The chance that a college student has a job offer before graduation is 70%. If I sample 200 graduates… (use continuity correction)

a) what is the chance more than 130 of them have a job offer?

b) what is the chance less than 133 of them have a job offer?

c) what is the chance at least 150 of them have a job offer?

d) what is the chance at most 144 of them have a job offer?

To solve these questions, we can use the normal distribution with a continuity correction. Let's start by calculating the mean and standard deviation:

Given:
Probability of having a job offer before graduation = 0.70
Sample size (n) = 200

a) To find the chance that more than 130 of them have a job offer, we need to calculate the z-score and use the standard normal distribution table.

Mean (μ) = n * p = 200 * 0.70 = 140
Standard Deviation (σ) = sqrt(n * p * (1 - p)) = sqrt(200 * 0.70 * (1 - 0.70)) = sqrt(42)

Continuity Correction:
To use the continuity correction, we need to add/subtract 0.5 from the boundaries.

Z-score = (130 - 0.5 - 140) / sqrt(42) = -1.43

Using the standard normal distribution table or a calculator, we find that the probability is 1 - P(Z < -1.43) = 1 - 0.0764 = 0.9236. Therefore, the chance that more than 130 of them have a job offer is approximately 92.36%.

b) To find the chance that less than 133 of them have a job offer, we also need to calculate the z-score.

Z-score = (133 + 0.5 - 140) / sqrt(42) = -0.82

Using the standard normal distribution table or a calculator, we find that the probability is P(Z < -0.82) = 0.2054. Therefore, the chance that less than 133 of them have a job offer is approximately 20.54%.

c) To find the chance that at least 150 of them have a job offer, we can calculate the z-score and its complement.

Z-score = (150 - 0.5 - 140) / sqrt(42) = 1.37

Using the standard normal distribution table or a calculator, we find that the probability is 1 - P(Z < 1.37) = 1 - 0.9131 = 0.0869. Therefore, the chance that at least 150 of them have a job offer is approximately 8.69%.

d) To find the chance that at most 144 of them have a job offer, we can again calculate the z-score and its complement.

Z-score = (144 + 0.5 - 140) / sqrt(42) = 0.86

Using the standard normal distribution table or a calculator, we find that the probability is P(Z < 0.86) = 0.8051. Therefore, the chance that at most 144 of them have a job offer is approximately 80.51%.

To solve these probability questions, we will use the normal distribution and apply continuity correction since we are dealing with a discrete probability event. Let's go through each question step by step:

a) To find the probability that more than 130 graduates have a job offer out of a sample of 200, we need to calculate the area under the normal curve to the right of 130.

Step 1: Convert the problem to a standard normal distribution by using the formula:
z = (x - μ) / σ

In this case, x = 130, μ = np (where n is the sample size and p is the probability of success), and σ = √(npq) (where q = 1 - p).
Since we are given that the chance of job offers is 70% (or 0.7) for college students, we have μ = 200 * 0.7 = 140 and σ = √(200 * 0.7 * 0.3) = 8.16.

Substituting the values into the formula, we get:
z = (130 - 140) / 8.16 = -1.22

Step 2: Use the standard normal distribution table or a calculator to find the area to the right of z = -1.22. The area represents the probability of more than 130 graduates having a job offer.

Using the standard normal distribution table or a calculator, we find that the area to the right of z = -1.22 is approximately 0.8888.

Therefore, the probability that more than 130 graduates have a job offer is approximately 0.8888.

b) To find the probability that less than 133 graduates have a job offer out of a sample of 200, we need to calculate the area under the normal curve to the left of 133.
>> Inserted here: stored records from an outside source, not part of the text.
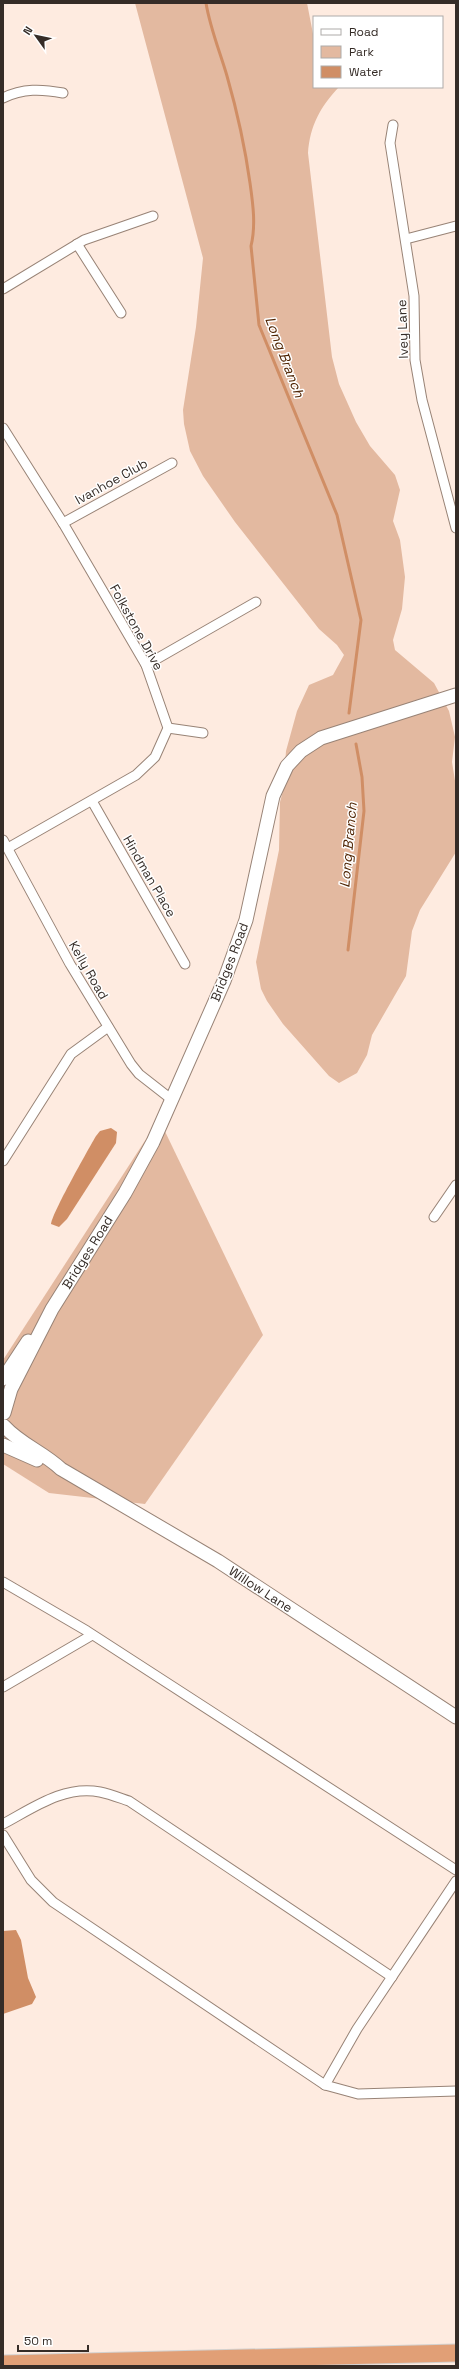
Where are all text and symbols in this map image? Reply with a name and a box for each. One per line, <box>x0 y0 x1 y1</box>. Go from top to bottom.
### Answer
north arrow <box>16 16 56 56</box>
legend <box>313 16 443 88</box>
text: N <box>20 24 35 37</box>
text: Road <box>349 24 378 40</box>
text: Park <box>349 44 374 60</box>
text: Water <box>349 64 383 80</box>
street label: Ivey Lane <box>393 299 412 359</box>
water label: Long Branch <box>261 314 309 400</box>
street label: Ivanhoe Club <box>72 455 150 508</box>
street label: Folkstone Drive <box>106 581 167 673</box>
water label: Long Branch <box>335 801 361 888</box>
street label: Hindman Place <box>119 832 180 920</box>
street label: Bridges Road <box>207 920 252 1004</box>
street label: Kelly Road <box>65 938 112 1003</box>
street label: Bridges Road <box>58 1212 117 1292</box>
street label: Willow Lane <box>226 1562 296 1616</box>
scale bar <box>18 2327 88 2353</box>
text: 50 m <box>24 2333 52 2349</box>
Step 1: Convert the problem to a standard normal distribution by using the formula:
z = (x - μ) / σ

In this case, x = 133, μ = np, and σ = √(npq). Using the same values for μ and σ as in part a), we have:
z = (133 - 140) / 8.16 = -0.857

Step 2: Use the standard normal distribution table or a calculator to find the area to the left of z = -0.857. The area represents the probability of less than 133 graduates having a job offer.
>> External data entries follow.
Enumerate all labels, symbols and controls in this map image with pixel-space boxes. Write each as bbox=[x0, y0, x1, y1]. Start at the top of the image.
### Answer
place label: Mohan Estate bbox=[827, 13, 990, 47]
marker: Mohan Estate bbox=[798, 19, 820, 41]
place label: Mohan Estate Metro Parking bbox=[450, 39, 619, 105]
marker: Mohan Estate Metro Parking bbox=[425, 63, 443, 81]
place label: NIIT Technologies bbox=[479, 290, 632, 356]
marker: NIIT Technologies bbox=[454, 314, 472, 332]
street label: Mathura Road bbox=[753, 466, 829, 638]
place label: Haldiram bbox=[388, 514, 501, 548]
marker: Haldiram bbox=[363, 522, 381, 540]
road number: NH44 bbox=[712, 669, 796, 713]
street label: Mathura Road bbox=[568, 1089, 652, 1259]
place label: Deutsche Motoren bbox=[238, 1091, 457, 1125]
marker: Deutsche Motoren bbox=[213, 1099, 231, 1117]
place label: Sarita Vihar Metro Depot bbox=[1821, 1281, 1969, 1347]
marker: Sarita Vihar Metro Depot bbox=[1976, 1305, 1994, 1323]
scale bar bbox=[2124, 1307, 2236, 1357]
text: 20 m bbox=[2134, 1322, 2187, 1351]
Using the standard normal distribution table or a calculator, we find that the area to the left of z = -0.857 is approximately 0.1957.

Therefore, the probability that less than 133 graduates have a job offer is approximately 0.1957.

c) To find the probability that at least 150 graduates have a job offer out of a sample of 200, we need to calculate the area under the normal curve to the right of 150.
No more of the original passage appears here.